**Exercise brief**
Give the number of lines in the records below that include "image", and nothing more.

[Stored data entries]
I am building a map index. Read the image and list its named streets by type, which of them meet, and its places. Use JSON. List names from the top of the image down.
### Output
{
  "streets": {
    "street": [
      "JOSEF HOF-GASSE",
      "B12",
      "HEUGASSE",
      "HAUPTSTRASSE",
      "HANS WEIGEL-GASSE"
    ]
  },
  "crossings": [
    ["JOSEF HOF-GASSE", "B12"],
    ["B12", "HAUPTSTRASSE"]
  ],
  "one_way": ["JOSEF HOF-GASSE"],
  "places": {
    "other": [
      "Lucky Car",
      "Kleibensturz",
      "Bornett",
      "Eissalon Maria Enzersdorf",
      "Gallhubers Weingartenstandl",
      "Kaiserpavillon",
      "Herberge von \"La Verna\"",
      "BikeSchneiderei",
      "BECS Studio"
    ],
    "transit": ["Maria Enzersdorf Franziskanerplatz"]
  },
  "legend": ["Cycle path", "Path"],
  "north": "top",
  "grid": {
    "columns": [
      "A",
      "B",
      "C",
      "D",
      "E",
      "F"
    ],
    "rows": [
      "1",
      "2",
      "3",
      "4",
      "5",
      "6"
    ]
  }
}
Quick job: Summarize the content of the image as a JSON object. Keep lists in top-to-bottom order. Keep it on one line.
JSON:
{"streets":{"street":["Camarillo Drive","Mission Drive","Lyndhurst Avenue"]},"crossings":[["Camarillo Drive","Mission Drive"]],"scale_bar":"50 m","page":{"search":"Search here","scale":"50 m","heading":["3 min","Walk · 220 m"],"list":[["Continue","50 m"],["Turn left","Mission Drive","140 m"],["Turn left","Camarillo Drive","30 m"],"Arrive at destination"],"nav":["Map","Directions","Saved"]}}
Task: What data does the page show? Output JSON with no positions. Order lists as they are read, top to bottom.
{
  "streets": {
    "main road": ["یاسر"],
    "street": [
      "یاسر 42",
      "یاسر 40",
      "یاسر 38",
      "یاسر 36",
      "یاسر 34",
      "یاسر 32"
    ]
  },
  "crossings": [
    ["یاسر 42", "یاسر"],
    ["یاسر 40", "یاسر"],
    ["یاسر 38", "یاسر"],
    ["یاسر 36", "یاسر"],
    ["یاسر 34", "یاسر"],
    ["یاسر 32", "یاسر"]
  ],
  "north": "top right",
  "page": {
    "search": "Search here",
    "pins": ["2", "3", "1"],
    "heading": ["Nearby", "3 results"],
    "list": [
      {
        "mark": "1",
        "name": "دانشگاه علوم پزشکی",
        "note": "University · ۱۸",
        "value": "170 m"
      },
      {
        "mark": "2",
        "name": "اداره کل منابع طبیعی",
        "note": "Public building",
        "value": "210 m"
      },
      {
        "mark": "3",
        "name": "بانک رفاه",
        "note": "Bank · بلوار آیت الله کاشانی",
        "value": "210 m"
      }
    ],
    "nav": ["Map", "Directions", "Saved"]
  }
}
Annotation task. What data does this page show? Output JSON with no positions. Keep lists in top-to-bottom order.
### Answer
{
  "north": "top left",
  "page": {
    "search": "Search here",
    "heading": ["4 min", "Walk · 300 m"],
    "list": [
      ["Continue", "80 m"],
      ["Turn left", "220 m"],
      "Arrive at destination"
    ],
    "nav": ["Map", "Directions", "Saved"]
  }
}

**Answer to the exercise**
2